[Saved data entries]
-- Opening Marker --

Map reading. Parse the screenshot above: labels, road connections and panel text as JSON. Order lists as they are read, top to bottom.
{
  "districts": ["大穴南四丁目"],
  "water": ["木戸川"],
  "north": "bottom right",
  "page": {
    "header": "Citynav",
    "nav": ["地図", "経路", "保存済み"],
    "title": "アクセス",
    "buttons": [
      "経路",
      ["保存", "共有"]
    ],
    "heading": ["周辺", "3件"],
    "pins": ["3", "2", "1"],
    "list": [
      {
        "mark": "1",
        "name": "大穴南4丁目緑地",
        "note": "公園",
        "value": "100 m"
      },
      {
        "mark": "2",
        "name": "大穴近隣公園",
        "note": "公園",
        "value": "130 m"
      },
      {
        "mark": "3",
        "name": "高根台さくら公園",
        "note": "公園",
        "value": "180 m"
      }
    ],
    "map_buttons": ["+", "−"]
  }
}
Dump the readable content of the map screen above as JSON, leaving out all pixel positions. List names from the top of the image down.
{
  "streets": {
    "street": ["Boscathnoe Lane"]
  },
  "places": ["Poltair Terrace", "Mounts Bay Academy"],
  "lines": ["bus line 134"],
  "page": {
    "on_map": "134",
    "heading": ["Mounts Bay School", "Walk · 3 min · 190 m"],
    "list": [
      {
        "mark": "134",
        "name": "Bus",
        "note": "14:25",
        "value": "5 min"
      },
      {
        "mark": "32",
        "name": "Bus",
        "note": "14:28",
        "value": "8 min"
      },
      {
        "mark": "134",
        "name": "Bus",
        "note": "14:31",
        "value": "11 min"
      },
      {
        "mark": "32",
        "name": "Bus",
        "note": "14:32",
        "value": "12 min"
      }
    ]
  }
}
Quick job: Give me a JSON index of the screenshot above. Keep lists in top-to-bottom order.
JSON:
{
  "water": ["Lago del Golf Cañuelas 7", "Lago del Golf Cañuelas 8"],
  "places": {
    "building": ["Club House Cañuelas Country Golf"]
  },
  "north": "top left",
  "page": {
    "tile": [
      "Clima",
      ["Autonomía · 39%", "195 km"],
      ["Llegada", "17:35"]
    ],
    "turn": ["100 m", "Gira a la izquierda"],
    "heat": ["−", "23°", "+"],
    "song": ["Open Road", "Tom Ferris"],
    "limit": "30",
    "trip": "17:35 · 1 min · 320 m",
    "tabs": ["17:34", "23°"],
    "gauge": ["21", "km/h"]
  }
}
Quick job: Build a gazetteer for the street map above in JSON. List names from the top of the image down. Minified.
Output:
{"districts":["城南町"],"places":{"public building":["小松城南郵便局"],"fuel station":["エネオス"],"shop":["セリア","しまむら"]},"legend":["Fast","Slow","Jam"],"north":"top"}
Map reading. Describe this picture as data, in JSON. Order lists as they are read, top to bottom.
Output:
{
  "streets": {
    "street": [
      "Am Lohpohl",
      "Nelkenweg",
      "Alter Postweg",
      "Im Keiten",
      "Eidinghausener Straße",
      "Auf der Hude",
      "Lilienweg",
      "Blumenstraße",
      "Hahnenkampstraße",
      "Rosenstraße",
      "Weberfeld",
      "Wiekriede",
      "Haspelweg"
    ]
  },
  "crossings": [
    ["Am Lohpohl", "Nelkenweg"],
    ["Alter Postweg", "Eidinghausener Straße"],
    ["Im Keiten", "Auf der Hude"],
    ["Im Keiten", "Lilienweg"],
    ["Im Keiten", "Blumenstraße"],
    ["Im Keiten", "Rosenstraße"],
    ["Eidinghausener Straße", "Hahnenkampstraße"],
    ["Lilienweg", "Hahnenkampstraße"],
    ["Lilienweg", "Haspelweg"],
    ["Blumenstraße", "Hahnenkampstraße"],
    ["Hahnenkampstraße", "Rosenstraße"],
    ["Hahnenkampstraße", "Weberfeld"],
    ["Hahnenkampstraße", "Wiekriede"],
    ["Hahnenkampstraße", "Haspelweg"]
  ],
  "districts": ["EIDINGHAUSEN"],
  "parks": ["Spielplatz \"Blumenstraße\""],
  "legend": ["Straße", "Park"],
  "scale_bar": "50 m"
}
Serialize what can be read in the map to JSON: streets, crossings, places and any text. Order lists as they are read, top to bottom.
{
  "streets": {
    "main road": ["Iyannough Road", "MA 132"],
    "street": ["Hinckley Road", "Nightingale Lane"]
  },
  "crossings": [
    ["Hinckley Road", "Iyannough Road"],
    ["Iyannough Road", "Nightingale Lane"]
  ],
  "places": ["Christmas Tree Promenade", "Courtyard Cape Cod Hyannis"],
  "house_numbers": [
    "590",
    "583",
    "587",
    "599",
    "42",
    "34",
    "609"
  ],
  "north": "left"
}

-- Closing Marker --

| TASK GOAL |
Where in the records does the word "Quick" appear? Copy each line that holds it.

| TASK RESULT |
Quick job: Give me a JSON index of the screenshot above. Keep lists in top-to-bottom order.
Quick job: Build a gazetteer for the street map above in JSON. List names from the top of the image down. Minified.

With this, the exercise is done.